We see glory only in big moments when the flashbulbs dance.
Getting all the glory means taking the stage, along with the spotlights, away from every other performer. The sensory functions of the audience find their mark nowhere else. Distracted neither by sound or sight elsewhere, the entire throng funnels its gaze in one place.
It could be a masterful solo piece during a concert, a thunderous alley-oop dunk during an NBA playoff game, or a street magician dazzling passers by. The world stops – just for a moment – when glory does its work.
In Christian churches throughout the world, many have listened to the words of Jesus the last few Sundays from the gospel of John. Words about his glory. “Now is the Son of Man glorified” (John 13:31), Jesus sighed in the upper room the night he would be betrayed.
There’s a theme of glory and glorification found in John’s gospel more then the others. In his first chapter John announces, “We have seen his glory, the glory of the One and Only, who came from the Father, full of grace and truth” (John 1:14). In the closing chapters of John, Jesus concludes in his prayer to the Father, “I want those you have given me to be with me where I am, and to see my glory, the glory you have given me because you loved me before the creation of the world” (John 17:24). Not surprisingly, John uses the verb “to glorify” more than any other New Testament book!

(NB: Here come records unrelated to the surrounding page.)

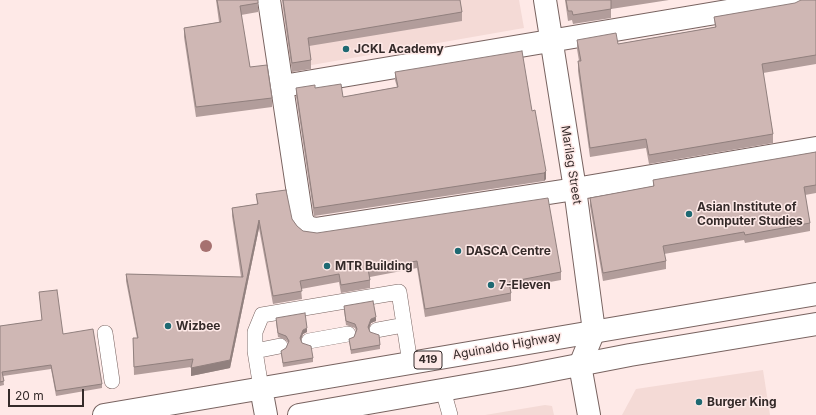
<!DOCTYPE html>
<html>
<head>
<meta charset="utf-8">
<style>
	body { margin:0 }
	#map { position:relative; width:816px; height:415px; overflow:hidden; background:#fee9e7; font-family:Inter,sans-serif }
	canvas { display:block }
	.scale { position:absolute; left:8px; top:389px; width:76px; height:18px; box-sizing:border-box; border:2px solid #352b2a; border-top:0; padding-left:5px; font-size:12px; line-height:14px; white-space:nowrap; color:#352b2a; -webkit-text-stroke:3px #fee9e7; paint-order:stroke }
</style>
</head>
<body>
<div id="map">
<canvas width="816" height="415"></canvas>
<div class="scale">20 m</div>
</div>
<script>
const g = document.querySelector('canvas').getContext('2d');
g.lineJoin = 'round';
function fill(path, color) { g.fillStyle = color; g.fill(path, 'evenodd'); }
const poly = rows => new Path2D(rows.map(r => 'M' + r).join(''));
function strokePath(path, color, width, dash) { g.strokeStyle = color; g.lineWidth = width; g.lineCap = dash ? 'butt' : 'round'; g.setLineDash(dash || []); g.stroke(path); }
function write(font, color, halo, rows, align = 'center') {
  g.font = font + ' Inter,sans-serif'; g.lineWidth = 3; g.setLineDash([]); g.textBaseline = 'middle'; g.strokeStyle = halo; g.fillStyle = color; for (const [text, x, y, turn = 0] of rows) {
    g.save(); g.translate(x, y); g.rotate((+turn || 0) * Math.PI / 180); g.textAlign = isNaN(turn) ? turn : align; if (halo) g.strokeText(text, 0, 0); g.fillText(text, 0, 0); g.restore();
  }
}
fill(poly([
	[310,0,519,0,524,28,289,69,279,5],
	[763,370,770,415,622,415,636,389],
	[545,405,552,406,554,415,485,415]
]), '#f4dad6');
const service = poly([
	[377,330,404,325],
	[105,333,112,381],
	[309,341,348,334],
	[255,351,280,346],
	[261,388,255,351,255,332,262,315,399,292,410,363],
	[443,390,450,415]
]);
const minor = poly([
	[269,0,302,220,307,227,315,229,575,189,816,148],
	[545,0,575,189,594,331],
	[283,86,793,0]
]);
const secondary = poly([
	[589,415,580,365,594,331]
]);
const trunk = poly([
	[261,388,266,415],
	[104,415,816,294],
	[299,415,522,376,630,355,816,324]
]);
strokePath(service, '#786360', 16);
strokePath(minor, '#786360', 24);
strokePath(secondary, '#786360', 24);
strokePath(trunk, '#786360', 24);
strokePath(service, '#fff', 15);
strokePath(minor, '#fff', 22);
strokePath(secondary, '#fff', 22);
strokePath(trunk, '#fff', 22);
g.fillStyle = '#a67170';
for (const [x, y] of [
	[206,246]
]) { g.beginPath(); g.arc(x, y, 6, 0, 2 * Math.PI); g.fill(); }
fill(poly([
	[216,0,258,0,258,12,241,15,250,67,272,98,272,107,196,117,184,37,184,28,219,22],
	[282,0,460,0,462,12,462,21,309,46,311,60,311,69,292,72],
	[565,0,669,0,611,9,611,18,573,24,572,20,568,21],
	[816,0,816,64,763,73,773,134,773,143,649,164,646,148,590,157,578,71,578,61,579,61,577,49,577,40,618,44,715,27,714,17],
	[395,72,532,111,546,179,544,181,314,216,296,96,296,88,315,88,343,97,397,87,395,80],
	[816,152,816,193,805,195,810,223,810,231,745,243,744,240,664,254,666,261,666,269,603,281,590,206,590,198,653,186,653,180],
	[256,194,292,219,297,226,303,231,561,272,561,280,511,289,511,301,425,317,417,268,370,277,370,288,341,293,339,282,301,289,302,299,273,304,259,228,230,368,191,376,191,367,134,375,133,338,137,338,126,281,126,274,241,277,232,216,232,208,257,204],
	[39,292,63,334,102,384,102,388,56,396,51,369,3,376,4,385,0,386,0,326,42,320],
	[344,306,376,321,371,323,369,329,370,332,380,345,380,349,351,354,349,339,354,337,356,331,355,328,346,325,344,310],
	[276,318,307,332,303,334,301,340,302,343,313,358,313,362,283,367,281,351,286,348,288,343,286,340,278,337,276,322]
]), '#b29d9b');
fill(poly([
	[546,171,546,179,544,181,544,173],
	[259,220,259,228,230,368,191,376,191,368,230,360],
	[376,317,376,321,371,323,368,331,368,327,371,319],
	[307,328,307,332,303,334,300,342,300,338,303,330]
]), '#91807e');
const building = poly([
	[217,0,258,0,258,3,240,6,250,67,267,65,272,98,196,107,184,28,221,22,217,0],
	[283,0,460,0,462,12,308,38,311,60,292,63,283,0],
	[566,0,611,0,611,9,573,15,572,11,568,11,566,0],
	[801,0,816,0,816,55,762,64,773,134,649,155,646,139,590,148,578,61,581,61,577,40,616,33,618,44,716,27,714,17,795,3,801,0],
	[522,51,532,111,535,110,546,171,544,173,314,208,296,88,315,85,315,88,341,84,343,97,398,87,395,72,522,51],
	[816,152,816,185,804,187,810,223,745,235,744,232,663,246,666,261,603,273,590,198,654,186,653,180,816,152],
	[286,190,292,219,297,226,303,231,317,233,548,198,561,272,509,282,511,293,425,309,417,261,368,269,370,280,341,285,339,274,300,281,302,291,273,296,259,220,230,360,191,368,193,359,134,367,133,338,138,338,126,274,243,277,232,208,258,204,256,194,286,190],
	[57,290,63,334,93,329,102,384,56,391,51,365,2,372,4,381,0,382,0,326,42,320,39,292,57,290],
	[373,301,376,317,371,319,368,327,370,332,379,335,380,345,351,350,349,339,354,337,357,329,355,324,346,321,344,306,373,301],
	[305,313,307,328,303,330,300,338,302,343,311,346,313,358,283,363,281,351,286,348,289,341,286,336,278,333,276,318,305,313]
]);
fill(building, '#cfb7b4');
strokePath(building, '#91807e', 1);
for (const [x, y, r, color] of [
	[346,49,4,"#1e6972"],
	[689,214,4,"#1e6972"],
	[458,251,4,"#1e6972"],
	[327,266,4,"#1e6972"],
	[491,285,4,"#1e6972"],
	[168,326,4,"#1e6972"],
	[699,402,4,"#1e6972"]
]) { const dot = new Path2D(); dot.arc(x, y, r, 0, 2 * Math.PI); g.fillStyle = color; g.fill(dot); strokePath(dot, '#fee9e7', 1.5); }
for (const [x, y, w] of [
	[428,360,28]
]) { const box = new Path2D(); box.roundRect(x - w / 2, y - 9, w, 18, 3); g.fillStyle = '#fee9e7'; g.fill(box); strokePath(box, '#352b2a', 1); }
write('bold 11px', '#352b2a', null, [
	["419",428,360]
]);
write('bold 12px', '#352b2a', '#fee9e7', [
	["JCKL Academy",354,49],
	["Asian Institute of",697,207],
	["Computer Studies",697,221],
	["DASCA Centre",466,251],
	["MTR Building",335,266],
	["7-Eleven",499,285],
	["Wizbee",176,326],
	["Burger King",707,402]
], 'left');
write('12px', '#352b2a', '#fee9e7', [
	["Marilag Street",571,165,81],
	["Aguinaldo Highway",507,346,-10]
]);
</script>
</body>
</html>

So what exactly does all this glory mean for Jesus? It’s a bit different than someone else getting all the glory. For Jesus, the glory isn’t just about the thrill moment of spectacular accomplishment. Jesus’ glory began well before his resurrection. Jesus possessed glory even before the creation of the world. At his birth Jesus got the glory. And on the night before he was crucified, he said the time had come for him to be glorified even further still.
We wouldn’t typically think of an accomplished violinist repeatedly stroking out scales in a practice session as glorious, nor a 6th grade basketball game of a future NBA star. We see glory only in big moments when the flashbulbs dance. But the Bible sees Jesus’ glory as all of what he does and who he is, including his most humiliating experiences like being betrayed, crucified, and buried. All of Jesus’ work and all of his person are the glory of God. The glory that saves sinners.
That glory comes into focus best by what our world is least likely to call glory. Remember that the next time you want the glory.
PRAYER: Yours is the glory, O Jesus, for you are the Savior of sinners. We need your glory, the perfect kind of glory spotlighted at your crucifixion and resurrection. Fill us with that glory and give us faith to believe that your glory is better than the glory of this world. Amen.